[Data excerpts — start]

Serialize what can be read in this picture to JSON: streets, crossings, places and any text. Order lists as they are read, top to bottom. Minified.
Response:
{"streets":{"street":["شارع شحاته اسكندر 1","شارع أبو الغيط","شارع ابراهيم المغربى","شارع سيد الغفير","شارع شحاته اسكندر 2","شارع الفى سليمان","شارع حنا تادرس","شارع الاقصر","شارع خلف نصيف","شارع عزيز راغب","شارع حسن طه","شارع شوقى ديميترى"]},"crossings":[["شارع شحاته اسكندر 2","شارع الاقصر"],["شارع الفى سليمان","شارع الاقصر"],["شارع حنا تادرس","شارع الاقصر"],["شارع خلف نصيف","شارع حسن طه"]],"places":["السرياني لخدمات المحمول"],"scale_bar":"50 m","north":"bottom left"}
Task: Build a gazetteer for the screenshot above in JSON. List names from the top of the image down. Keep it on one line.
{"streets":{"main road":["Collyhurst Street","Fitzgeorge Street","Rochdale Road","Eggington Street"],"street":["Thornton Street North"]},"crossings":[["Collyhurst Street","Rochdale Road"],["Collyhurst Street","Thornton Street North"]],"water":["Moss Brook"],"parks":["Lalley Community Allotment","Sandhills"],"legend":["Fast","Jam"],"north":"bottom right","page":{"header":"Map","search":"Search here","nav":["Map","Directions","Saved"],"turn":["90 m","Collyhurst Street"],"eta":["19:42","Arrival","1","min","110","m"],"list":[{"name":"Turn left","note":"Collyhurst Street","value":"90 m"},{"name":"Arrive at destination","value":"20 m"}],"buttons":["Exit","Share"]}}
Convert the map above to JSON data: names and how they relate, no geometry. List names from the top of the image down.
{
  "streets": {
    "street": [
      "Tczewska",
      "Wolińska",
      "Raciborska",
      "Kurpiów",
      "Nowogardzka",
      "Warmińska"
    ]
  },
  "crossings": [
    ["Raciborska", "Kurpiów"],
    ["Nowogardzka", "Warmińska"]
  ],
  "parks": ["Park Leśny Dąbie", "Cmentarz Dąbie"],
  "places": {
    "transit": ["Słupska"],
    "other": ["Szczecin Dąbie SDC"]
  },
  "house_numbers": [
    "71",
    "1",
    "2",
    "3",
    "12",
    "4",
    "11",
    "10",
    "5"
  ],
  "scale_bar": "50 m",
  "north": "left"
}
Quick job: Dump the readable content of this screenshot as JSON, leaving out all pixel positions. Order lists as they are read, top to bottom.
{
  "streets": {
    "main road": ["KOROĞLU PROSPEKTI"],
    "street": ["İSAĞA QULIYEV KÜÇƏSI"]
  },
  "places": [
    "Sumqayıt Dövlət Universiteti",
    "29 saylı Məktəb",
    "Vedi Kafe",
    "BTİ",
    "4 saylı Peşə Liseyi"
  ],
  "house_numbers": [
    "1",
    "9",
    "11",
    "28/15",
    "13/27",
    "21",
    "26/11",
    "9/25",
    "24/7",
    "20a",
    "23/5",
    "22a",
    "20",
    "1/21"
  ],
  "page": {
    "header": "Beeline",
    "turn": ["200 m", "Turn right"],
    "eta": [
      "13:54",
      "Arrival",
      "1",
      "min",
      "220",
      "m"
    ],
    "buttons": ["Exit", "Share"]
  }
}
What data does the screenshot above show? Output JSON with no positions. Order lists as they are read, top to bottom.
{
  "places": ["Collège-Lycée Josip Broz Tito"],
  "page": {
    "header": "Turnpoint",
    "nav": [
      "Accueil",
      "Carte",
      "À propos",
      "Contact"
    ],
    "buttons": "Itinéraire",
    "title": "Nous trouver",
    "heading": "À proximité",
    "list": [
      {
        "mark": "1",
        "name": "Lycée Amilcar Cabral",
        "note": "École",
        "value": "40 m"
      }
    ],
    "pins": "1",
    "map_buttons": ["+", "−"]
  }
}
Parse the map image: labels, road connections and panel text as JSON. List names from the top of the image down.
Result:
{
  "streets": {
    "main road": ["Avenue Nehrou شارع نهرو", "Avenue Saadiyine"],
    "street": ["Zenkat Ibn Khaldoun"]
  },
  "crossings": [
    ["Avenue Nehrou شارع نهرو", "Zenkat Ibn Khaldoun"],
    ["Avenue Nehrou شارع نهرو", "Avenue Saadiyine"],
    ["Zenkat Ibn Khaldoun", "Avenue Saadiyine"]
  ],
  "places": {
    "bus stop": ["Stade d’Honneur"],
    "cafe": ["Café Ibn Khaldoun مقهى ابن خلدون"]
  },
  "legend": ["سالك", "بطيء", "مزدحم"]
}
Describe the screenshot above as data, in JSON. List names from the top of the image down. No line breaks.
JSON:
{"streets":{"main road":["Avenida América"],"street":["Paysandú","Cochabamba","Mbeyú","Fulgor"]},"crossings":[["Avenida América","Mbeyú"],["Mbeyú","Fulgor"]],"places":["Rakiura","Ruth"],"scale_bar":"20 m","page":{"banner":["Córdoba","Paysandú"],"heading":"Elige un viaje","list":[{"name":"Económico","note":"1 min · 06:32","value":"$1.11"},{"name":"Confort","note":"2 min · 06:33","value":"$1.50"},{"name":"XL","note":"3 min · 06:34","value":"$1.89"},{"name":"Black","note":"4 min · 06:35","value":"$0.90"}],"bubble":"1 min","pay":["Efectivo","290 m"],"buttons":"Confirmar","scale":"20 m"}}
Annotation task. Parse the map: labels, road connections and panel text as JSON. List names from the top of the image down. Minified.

[Data excerpts — finish]

Write out again exactly the lines that run from the one holding "Parse the map image: labels, road" through the last line of the data; omit all other lines.

Parse the map image: labels, road connections and panel text as JSON. List names from the top of the image down.
Result:
{
  "streets": {
    "main road": ["Avenue Nehrou شارع نهرو", "Avenue Saadiyine"],
    "street": ["Zenkat Ibn Khaldoun"]
  },
  "crossings": [
    ["Avenue Nehrou شارع نهرو", "Zenkat Ibn Khaldoun"],
    ["Avenue Nehrou شارع نهرو", "Avenue Saadiyine"],
    ["Zenkat Ibn Khaldoun", "Avenue Saadiyine"]
  ],
  "places": {
    "bus stop": ["Stade d’Honneur"],
    "cafe": ["Café Ibn Khaldoun مقهى ابن خلدون"]
  },
  "legend": ["سالك", "بطيء", "مزدحم"]
}
Describe the screenshot above as data, in JSON. List names from the top of the image down. No line breaks.
JSON:
{"streets":{"main road":["Avenida América"],"street":["Paysandú","Cochabamba","Mbeyú","Fulgor"]},"crossings":[["Avenida América","Mbeyú"],["Mbeyú","Fulgor"]],"places":["Rakiura","Ruth"],"scale_bar":"20 m","page":{"banner":["Córdoba","Paysandú"],"heading":"Elige un viaje","list":[{"name":"Económico","note":"1 min · 06:32","value":"$1.11"},{"name":"Confort","note":"2 min · 06:33","value":"$1.50"},{"name":"XL","note":"3 min · 06:34","value":"$1.89"},{"name":"Black","note":"4 min · 06:35","value":"$0.90"}],"bubble":"1 min","pay":["Efectivo","290 m"],"buttons":"Confirmar","scale":"20 m"}}
Annotation task. Parse the map: labels, road connections and panel text as JSON. List names from the top of the image down. Minified.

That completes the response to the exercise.